While doing some auditing of a database, I found that some attachment content did not match the hashes given in the document's _attachments
map.
I tested this by downloading the document and calculating its hash. Comparing that to couchdb showed that they did not match. I then noticed that the mismatched attachments were ones that couchdb was configured to compress. It appears that my couch id configured to use snappy compression:
foobox# grep -E 'file_compression|compressible_types' /etc/couchdb/{default,local}.ini
/etc/couchdb/default.ini:file_compression = snappy
/etc/couchdb/default.ini:compressible_types = text/*, application/javascript, application/json, application/xml
However, when I attempt to compress the attachment content using snappy, and calculate the hash of the compressed data, it still does not match couchdb hash. In my example below, document-25977
is uncompressed (type application/pdf), and the uncompressed hash matches that provided by couchdb. The 2nd, document-78608
, is a compressible type (text/plain), and the hashes do not match:
foobox$ python hashcompare.py
document-25977
couch len: 142918
couch hash: 028540dd92e1982bcb65c29d32e9617e (md5)
local uncompressed len: 142918
local uncompressed hash: 028540dd92e1982bcb65c29d32e9617e
local compressed len: 132333
local compressed hash: 3157583223dc1a53e1a3386d6abc312d
document-78608
couch len: 2180
couch hash: e613ab6d7f884b835142979489170499 (md5)
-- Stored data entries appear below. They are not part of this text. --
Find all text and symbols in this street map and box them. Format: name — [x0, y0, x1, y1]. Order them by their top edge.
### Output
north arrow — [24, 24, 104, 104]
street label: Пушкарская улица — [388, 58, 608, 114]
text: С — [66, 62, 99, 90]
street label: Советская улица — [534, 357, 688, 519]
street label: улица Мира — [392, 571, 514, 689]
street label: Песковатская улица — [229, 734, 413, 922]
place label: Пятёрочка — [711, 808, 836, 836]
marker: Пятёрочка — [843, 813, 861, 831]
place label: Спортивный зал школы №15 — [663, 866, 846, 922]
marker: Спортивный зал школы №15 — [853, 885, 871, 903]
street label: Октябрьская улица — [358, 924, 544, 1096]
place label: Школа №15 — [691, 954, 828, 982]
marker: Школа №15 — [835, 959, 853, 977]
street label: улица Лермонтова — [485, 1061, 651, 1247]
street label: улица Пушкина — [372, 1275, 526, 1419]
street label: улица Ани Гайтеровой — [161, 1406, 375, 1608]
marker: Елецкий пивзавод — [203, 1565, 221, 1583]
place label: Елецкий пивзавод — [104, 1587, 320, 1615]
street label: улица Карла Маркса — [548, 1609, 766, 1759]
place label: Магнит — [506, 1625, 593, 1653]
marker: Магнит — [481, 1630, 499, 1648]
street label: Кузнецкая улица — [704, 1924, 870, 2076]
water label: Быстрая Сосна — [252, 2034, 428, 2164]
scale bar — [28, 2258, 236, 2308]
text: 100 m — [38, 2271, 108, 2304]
local uncompressed len: 2180
local uncompressed hash: 0ab2516c820f5d7afb208e3be7b924dd
local compressed len: 1382
local compressed hash: d9e79232662f57e6af262fc9f867eaf2
This is the script I used to do the comparison:
import couchdb
import snappy
import md5
import base64
server = couchdb.Server('http://localhost:9999')
db = server['program1']
for doc_id in ['document-25977', 'document-78608']:
print doc_id
doc = db[doc_id]
att_stub = doc['_attachments'][doc_id]
hash_type, tmpdigest = att_stub['digest'].split('-', 1)
att = db.get_attachment(doc, doc_id)
data = att.read()
# CouchDB is using snappy compression
compressed_data = snappy.compress(data)
print 'couch len: ', att_stub['length']
print 'couch hash: ', base64.b64decode(tmpdigest).encode('hex'), '(%s)' % hash_type
print 'local uncompressed len: ', len(data)
print 'local uncompressed hash: ', md5.md5(data).digest().encode('hex')
print 'local compressed len: ', len(compressed_data)
print 'local compressed hash: ', md5.md5(compressed_data).digest().encode('hex')
print
I've verified that the documents are uncorrupted when fetched. So what am I missing? I'm not versed enough in Erlang to read the couchdb source and figure out what is going on. Why would the documents have a digest that does not match its contents compressed or other wise?
Not sure if you got this sorted out, but I started going down the same path. After looking at the source for a bit, it appears that digest calculations take place prior to compression, so I don't believe compression will have a bearing on the digest value.
I was able to reproduce the md5 digest produced by CouchDB for attachments using the following in node:
Hopefully that helps you or someone searching for details in the future.
CouchDB indeed calculates hash after compression for compressible files.
But attachments are compressed using zlib, and I've been unable to match what they do, so the only solution seems to fetch their digest after uploading and store it somewhere.